# To do:
Count how many lines below include the string "linecap", and give that number without anything else.

Stored items:

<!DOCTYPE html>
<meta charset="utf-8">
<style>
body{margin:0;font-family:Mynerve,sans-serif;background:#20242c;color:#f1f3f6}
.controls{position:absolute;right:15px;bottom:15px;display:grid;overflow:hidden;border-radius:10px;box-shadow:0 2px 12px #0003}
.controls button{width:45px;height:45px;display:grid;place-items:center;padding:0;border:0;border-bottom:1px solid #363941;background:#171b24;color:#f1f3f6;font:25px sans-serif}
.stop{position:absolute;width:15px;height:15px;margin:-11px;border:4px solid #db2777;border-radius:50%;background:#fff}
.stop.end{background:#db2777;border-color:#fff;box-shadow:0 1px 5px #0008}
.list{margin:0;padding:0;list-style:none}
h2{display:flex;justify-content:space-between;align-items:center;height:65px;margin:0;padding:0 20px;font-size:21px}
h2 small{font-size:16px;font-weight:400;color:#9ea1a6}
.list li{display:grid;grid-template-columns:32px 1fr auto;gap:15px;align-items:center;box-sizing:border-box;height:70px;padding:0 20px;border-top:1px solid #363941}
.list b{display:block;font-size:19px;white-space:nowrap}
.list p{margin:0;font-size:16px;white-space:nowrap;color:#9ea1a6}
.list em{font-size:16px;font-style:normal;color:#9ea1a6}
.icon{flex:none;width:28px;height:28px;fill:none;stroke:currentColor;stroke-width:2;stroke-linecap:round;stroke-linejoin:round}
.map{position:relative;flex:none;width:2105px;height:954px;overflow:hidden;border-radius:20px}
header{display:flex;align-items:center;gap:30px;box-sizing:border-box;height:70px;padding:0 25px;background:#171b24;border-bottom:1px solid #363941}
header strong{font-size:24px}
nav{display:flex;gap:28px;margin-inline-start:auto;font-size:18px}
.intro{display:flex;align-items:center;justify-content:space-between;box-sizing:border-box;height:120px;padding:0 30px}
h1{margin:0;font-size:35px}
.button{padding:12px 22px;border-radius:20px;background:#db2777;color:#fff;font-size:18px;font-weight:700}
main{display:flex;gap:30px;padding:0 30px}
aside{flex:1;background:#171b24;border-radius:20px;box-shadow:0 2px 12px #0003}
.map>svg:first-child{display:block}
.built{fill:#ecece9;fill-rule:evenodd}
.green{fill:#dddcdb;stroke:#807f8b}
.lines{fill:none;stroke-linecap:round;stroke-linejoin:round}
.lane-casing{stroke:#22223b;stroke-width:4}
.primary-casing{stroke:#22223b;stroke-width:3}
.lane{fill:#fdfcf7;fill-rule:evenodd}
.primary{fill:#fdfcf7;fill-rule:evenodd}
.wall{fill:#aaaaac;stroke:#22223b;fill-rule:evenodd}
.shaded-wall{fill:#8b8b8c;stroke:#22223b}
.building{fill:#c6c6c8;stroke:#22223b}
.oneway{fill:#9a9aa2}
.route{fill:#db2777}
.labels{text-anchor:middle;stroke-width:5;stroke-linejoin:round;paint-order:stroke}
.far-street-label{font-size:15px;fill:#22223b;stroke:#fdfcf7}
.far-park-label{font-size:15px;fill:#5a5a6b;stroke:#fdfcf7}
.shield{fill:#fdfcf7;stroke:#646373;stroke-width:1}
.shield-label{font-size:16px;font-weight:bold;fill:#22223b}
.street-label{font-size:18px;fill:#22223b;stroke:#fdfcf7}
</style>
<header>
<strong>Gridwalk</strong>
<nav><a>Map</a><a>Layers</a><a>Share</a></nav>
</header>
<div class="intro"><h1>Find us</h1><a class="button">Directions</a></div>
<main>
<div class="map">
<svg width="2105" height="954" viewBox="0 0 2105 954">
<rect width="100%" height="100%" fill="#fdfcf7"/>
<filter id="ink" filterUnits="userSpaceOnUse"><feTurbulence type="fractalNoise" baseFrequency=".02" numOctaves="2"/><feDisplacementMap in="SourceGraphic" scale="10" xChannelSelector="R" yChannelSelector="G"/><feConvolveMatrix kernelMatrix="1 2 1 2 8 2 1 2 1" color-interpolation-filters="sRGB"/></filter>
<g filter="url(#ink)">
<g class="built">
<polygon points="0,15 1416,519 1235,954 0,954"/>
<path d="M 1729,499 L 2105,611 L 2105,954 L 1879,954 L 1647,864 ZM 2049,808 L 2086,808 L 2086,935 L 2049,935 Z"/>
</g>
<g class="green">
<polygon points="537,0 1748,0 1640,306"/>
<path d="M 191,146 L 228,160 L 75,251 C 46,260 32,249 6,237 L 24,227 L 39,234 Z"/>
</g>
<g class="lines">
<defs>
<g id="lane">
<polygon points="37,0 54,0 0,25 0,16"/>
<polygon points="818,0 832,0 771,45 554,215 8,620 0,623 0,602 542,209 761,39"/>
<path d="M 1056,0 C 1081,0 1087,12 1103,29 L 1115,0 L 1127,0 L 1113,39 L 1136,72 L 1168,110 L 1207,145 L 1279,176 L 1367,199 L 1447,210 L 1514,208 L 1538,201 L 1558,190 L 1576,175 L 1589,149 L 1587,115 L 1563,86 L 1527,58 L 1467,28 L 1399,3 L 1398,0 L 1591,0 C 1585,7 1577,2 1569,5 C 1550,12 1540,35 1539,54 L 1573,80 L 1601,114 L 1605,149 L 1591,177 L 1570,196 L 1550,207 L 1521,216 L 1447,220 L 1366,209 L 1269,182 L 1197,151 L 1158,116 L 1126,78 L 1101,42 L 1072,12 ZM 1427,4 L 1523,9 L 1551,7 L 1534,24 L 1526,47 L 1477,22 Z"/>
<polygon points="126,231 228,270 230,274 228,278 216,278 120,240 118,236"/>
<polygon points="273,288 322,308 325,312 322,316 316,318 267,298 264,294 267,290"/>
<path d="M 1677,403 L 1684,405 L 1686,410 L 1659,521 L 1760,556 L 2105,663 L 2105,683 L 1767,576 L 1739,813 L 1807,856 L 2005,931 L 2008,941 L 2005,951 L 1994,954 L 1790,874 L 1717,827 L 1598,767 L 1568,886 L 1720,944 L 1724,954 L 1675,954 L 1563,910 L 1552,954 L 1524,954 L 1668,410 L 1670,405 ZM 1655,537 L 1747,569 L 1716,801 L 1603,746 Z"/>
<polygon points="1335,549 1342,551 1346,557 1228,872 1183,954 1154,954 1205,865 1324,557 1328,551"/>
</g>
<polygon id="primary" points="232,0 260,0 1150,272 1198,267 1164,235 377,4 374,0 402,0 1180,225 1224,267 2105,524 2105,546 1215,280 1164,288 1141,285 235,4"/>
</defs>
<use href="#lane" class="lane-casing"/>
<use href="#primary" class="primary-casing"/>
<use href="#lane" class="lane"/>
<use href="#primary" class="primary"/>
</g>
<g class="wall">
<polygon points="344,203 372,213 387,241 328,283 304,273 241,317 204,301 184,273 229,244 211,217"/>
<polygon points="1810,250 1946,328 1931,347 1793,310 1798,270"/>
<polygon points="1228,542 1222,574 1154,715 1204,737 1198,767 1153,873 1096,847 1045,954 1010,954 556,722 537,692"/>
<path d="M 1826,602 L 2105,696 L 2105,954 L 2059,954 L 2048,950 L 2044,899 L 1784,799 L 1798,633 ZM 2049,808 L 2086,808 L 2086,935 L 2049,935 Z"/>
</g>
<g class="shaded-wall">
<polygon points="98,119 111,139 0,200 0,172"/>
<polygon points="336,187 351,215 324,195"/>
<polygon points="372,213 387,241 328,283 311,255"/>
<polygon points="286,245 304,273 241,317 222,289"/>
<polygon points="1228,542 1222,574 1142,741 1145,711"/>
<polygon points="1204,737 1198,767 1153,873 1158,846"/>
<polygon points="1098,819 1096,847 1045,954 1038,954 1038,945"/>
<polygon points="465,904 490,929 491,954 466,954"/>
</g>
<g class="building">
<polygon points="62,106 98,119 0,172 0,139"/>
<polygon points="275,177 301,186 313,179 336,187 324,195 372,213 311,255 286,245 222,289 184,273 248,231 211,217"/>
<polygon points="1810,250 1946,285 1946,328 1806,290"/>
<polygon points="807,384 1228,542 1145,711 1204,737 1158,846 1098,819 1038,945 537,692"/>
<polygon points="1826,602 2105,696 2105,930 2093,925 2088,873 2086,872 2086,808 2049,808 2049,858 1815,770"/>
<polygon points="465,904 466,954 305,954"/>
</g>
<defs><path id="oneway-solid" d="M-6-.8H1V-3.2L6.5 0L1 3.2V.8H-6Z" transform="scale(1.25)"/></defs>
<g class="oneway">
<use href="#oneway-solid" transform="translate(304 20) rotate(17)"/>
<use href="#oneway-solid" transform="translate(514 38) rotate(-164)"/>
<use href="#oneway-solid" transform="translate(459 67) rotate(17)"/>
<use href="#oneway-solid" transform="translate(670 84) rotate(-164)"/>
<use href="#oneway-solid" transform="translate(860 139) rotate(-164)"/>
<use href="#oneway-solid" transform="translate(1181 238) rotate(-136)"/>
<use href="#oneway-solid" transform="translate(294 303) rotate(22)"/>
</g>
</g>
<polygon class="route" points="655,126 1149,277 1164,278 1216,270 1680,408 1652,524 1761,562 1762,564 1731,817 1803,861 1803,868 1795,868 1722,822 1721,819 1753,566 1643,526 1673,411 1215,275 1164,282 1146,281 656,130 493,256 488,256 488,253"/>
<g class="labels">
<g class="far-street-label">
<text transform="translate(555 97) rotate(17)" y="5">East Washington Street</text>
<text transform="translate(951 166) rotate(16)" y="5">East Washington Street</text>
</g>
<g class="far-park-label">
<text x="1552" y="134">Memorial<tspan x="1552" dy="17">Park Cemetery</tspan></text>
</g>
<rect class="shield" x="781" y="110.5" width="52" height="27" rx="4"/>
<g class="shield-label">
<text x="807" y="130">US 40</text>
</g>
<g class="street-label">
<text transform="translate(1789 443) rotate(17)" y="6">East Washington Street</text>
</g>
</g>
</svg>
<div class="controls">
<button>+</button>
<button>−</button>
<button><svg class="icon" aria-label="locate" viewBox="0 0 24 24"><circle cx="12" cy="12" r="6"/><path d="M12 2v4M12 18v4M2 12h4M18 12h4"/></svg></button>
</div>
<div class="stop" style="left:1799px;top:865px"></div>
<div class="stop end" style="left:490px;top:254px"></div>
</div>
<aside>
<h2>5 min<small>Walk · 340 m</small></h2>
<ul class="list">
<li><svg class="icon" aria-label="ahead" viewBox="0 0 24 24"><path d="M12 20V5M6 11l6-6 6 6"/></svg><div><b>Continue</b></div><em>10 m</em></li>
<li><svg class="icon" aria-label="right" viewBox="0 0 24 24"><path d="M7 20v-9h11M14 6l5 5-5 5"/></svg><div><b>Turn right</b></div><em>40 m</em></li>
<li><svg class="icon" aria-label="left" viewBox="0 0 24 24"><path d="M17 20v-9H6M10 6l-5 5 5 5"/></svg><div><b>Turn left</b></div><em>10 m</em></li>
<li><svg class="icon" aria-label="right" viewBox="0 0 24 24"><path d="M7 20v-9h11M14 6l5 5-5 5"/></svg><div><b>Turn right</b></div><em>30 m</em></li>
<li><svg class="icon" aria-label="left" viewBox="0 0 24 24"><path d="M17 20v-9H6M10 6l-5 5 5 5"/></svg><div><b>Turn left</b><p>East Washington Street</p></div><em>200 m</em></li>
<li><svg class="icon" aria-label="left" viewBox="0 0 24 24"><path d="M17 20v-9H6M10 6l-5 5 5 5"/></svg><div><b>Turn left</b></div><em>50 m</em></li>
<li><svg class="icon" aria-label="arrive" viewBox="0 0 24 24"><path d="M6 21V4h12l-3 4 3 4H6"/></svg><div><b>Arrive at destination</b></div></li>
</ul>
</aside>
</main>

# Exercise response:
2